In the ideal system, there's a let's-pretend auctioneer who runs around and collects all the chits of the buyers and the sellers. If they don't match up, the auctioneer keeps running around until the market clears. Now buyers and sellers are effectively boycotting the pretend auctioneer, unwilling to believe what he has to say.

—Allen Sinai (1939–), American economist

TESTING FOR IMPAIRMENT IS THE largest single conceptual difference between U.S. Generally Accepted Accounting Principles (GAAP) and International Financial Reporting Standards (IFRS). Since 2001 GAAP has had a pair of two-step tests. The first, for long-lived assets (ASC 360, Property, Plant and Equipment), is applied to individual items both physical and intangible; the second relates to goodwill in reporting units (ASC 350, Intangibles—Goodwill and Other). IFRS, since 1998, has less complexity with a single-step test in International Accounting Standard (IAS) 36, Impairment of Assets. This is applied either to an asset or, for goodwill, to one or a group of cash-generating units (CGUs).

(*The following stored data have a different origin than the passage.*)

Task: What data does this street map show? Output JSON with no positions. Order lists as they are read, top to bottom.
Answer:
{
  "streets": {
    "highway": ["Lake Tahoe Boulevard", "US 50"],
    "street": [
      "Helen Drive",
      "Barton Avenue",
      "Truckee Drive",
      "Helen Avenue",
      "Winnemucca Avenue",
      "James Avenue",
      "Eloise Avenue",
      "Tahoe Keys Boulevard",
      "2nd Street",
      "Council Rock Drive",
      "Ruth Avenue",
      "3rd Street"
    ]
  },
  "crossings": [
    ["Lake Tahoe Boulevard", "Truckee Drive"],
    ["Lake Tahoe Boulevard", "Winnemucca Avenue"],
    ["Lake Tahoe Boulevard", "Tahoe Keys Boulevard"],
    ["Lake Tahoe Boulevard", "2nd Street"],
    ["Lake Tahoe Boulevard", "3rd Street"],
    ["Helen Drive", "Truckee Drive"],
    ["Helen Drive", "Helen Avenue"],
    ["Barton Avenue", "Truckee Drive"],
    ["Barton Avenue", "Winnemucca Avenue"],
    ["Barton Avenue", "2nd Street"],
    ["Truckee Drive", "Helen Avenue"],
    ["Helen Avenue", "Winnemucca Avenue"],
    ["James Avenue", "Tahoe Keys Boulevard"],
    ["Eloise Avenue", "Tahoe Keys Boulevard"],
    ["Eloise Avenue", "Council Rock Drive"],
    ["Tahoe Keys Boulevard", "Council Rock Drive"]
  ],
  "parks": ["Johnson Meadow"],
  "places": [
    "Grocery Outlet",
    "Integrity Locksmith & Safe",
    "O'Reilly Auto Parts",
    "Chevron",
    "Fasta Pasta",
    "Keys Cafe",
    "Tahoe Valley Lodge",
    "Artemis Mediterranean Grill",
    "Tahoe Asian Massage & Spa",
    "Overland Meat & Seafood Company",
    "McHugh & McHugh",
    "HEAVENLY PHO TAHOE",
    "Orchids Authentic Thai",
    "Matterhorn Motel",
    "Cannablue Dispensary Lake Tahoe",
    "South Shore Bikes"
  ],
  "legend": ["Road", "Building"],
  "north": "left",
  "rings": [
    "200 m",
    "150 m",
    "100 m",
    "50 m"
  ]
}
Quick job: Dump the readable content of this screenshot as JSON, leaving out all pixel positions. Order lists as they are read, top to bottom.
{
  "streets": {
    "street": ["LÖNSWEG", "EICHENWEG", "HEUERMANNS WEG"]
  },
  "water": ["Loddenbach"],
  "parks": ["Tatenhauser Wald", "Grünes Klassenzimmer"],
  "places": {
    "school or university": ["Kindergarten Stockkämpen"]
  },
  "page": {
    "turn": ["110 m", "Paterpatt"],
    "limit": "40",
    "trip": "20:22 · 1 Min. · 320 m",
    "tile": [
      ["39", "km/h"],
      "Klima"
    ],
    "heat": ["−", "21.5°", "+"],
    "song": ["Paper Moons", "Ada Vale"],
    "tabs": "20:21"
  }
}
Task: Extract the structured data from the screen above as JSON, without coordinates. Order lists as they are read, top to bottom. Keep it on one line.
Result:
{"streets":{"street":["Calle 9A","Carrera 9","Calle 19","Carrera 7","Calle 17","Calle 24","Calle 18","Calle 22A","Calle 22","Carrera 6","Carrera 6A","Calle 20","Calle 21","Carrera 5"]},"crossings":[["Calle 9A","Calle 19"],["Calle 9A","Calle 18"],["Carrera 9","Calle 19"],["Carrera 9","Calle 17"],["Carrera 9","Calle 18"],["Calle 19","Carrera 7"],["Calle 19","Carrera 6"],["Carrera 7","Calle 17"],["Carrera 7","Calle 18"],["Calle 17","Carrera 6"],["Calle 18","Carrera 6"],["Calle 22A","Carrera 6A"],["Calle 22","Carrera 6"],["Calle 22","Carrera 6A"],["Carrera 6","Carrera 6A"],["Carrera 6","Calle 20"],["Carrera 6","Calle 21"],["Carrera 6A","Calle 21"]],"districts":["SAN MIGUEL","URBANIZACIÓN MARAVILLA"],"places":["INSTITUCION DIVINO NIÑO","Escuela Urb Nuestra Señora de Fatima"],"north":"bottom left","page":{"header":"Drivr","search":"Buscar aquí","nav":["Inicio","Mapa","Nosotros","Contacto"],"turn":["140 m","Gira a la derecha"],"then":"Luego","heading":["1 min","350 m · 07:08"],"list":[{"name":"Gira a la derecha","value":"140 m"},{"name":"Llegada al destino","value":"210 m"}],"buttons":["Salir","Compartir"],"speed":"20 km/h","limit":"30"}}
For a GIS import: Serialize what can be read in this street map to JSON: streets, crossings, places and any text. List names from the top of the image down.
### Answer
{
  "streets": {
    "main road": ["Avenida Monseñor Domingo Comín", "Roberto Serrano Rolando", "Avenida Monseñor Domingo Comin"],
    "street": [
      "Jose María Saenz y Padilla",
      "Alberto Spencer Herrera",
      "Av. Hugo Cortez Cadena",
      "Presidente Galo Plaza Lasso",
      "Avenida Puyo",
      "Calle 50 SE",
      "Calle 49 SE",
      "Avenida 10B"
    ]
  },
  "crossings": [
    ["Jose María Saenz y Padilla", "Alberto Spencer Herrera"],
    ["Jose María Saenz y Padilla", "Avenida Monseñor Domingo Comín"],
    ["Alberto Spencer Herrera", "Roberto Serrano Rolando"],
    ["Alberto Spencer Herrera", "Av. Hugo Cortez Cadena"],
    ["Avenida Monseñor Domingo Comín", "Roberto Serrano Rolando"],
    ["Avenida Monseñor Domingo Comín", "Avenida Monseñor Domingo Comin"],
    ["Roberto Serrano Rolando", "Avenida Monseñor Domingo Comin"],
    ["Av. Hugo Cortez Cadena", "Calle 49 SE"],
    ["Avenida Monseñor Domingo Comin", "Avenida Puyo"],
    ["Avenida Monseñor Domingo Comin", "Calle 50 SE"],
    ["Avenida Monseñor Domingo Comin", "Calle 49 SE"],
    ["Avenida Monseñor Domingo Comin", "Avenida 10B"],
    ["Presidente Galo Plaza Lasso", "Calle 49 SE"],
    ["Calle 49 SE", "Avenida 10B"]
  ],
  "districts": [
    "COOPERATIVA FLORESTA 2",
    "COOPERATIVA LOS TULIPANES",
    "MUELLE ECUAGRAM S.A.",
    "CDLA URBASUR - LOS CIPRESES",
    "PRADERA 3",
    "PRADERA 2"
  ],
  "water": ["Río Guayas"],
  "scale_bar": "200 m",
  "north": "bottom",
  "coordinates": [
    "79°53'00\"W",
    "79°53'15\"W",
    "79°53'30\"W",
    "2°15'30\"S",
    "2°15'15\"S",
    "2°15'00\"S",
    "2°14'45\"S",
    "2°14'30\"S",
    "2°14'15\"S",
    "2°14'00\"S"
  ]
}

This chapter deals first with reporting units, then cash-generating units, followed by examples of the two impairment testing processes under GAAP and, between them, for a single asset under IFRS.

REPORTING UNITSs

The concept of a reporting unit is essential to the application of both GAAP impairment tests. Under ASC 805, Business Combinations, all assets (financial, physical, and intangible) acquired and liabilities ...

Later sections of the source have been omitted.